A Serious Man (2009)

Author: Keith Little | Filed under: Film

A Serious Man

Commercials and advertisements for this year’s Academy Awards are billing it as historic. Ten nominations for best picture, they say, because 2009 was such an incredible year for film. It’ll go down in the record books, they say. Monumental. I call shenanigans.

Like District Nine, the latest venture from the brothers Coen, A Serious Man, does not belong on the list of this year’s best films.

Now, ordinarily I’m a Coen brothers fan to a fault. I love most of what they do and fall very hard for their film-making style. I love a good bit of black comedy and quaintness. I love Frances McDormand’s character in Fargo: well casted, well directed, well acted. I love just about everything about O Brother Where Art Thou, a flawless film. No Country for Old Men was incredible in just about every way, too. The tension, the ruthlessness was beyond frightening—I couldn’t watch it alone. The Man Who Wasn’t There was a good, interesting piece of film noir, too. But I’m not on board for A Serious Man. To ride a bit on the back of the Olympics I’ll put it this way: it certainly wasn’t a podium finish.

A Serious Man is a film about life: ordinary, boring, meaningless life and if it were made a few years ago I would’ve given it much higher praise. But it wasn’t. Instead, this film lands squarely in the “it’s been done before” category, and doesn’t really stray very far from there.

Like a Douglas Coupland novel—and I’d compare it most closely to All Families Are Psychotic—it follows a protagonist as he tries to find meaning in a life that’s spiraling out of his control. Like a good Coupland novel, the plot centers around collapsing relationships and stressful work/life situations, punctuated by ironic and unexpected events.

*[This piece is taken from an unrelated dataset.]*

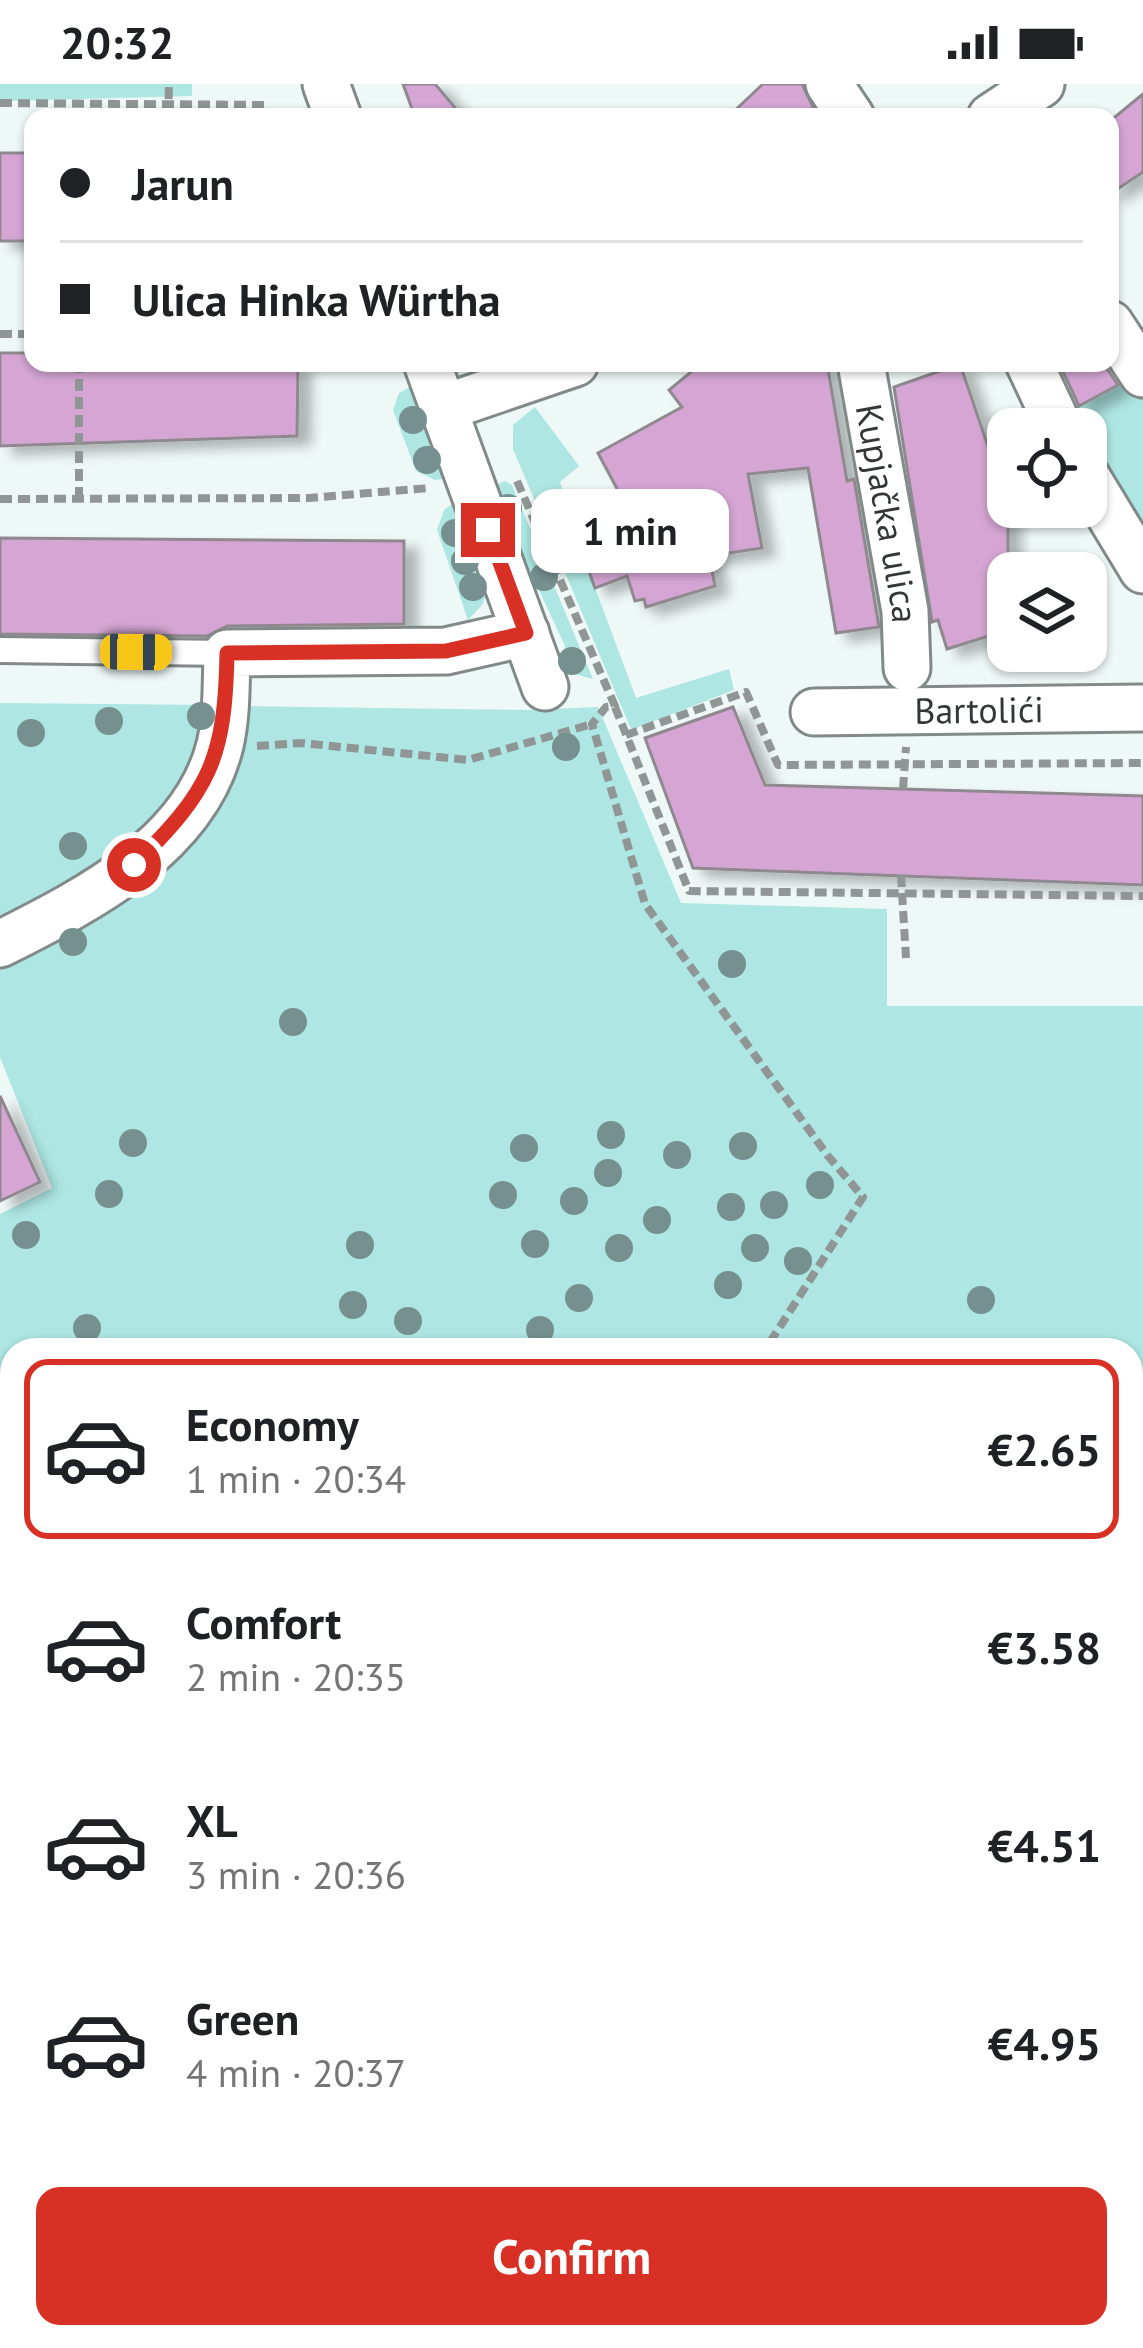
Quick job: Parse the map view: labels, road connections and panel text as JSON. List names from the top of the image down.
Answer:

The difference with A Serious Man and everything else out there is its Jewishness. The Coen brothers, obviously drawing on their own background, take the traditional “life is meaningless” film and put a spin on it: life is meaningless, even if you’re Jewish. But, like I said, it’s been done before and despite this spin on the traditional tale, it isn’t enough. It comes up short, and while its billed as film noir or a dark comedy I’d call it, instead, mildly entertaining and slightly misguided.

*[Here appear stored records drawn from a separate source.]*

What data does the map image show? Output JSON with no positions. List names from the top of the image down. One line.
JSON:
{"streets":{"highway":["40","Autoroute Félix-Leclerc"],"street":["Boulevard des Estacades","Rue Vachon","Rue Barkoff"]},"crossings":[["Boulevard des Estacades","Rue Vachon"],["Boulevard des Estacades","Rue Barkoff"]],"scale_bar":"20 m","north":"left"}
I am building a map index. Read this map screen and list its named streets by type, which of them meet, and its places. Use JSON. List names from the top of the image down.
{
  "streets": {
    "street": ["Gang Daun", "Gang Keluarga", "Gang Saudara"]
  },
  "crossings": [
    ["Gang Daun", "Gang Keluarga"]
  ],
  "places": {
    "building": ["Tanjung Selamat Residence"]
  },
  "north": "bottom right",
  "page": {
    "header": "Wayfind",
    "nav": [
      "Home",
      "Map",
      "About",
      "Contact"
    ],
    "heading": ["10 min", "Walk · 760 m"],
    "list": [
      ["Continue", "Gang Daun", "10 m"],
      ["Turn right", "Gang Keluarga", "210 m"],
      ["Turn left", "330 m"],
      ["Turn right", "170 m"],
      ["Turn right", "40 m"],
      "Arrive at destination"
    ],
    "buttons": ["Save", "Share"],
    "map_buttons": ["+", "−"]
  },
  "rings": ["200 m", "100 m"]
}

Well, acted, yes. The characters are so plain, and hilarious, bordering on the kind of surreal characterization that I’d expect more from a film-maker like Wes Anderson, and I like that. Ultimately, though, it’s a film about nothing—it’s a film about how meaningless and mundane life is—and to create a film about nothing, that remains interesting to watch, is difficult. I thought, going into it, that if anyone could do it, it’d be Joel and Ethan Coen, but I was wrong. It drags and drags and I know that that’s partly the point but OK, point taken, it’s still boring to watch. But I do get it; I do get what they were trying to do but is it worth a Best Picture nod? I’d say no. It’s a good film, but not a great film and certainly not their best.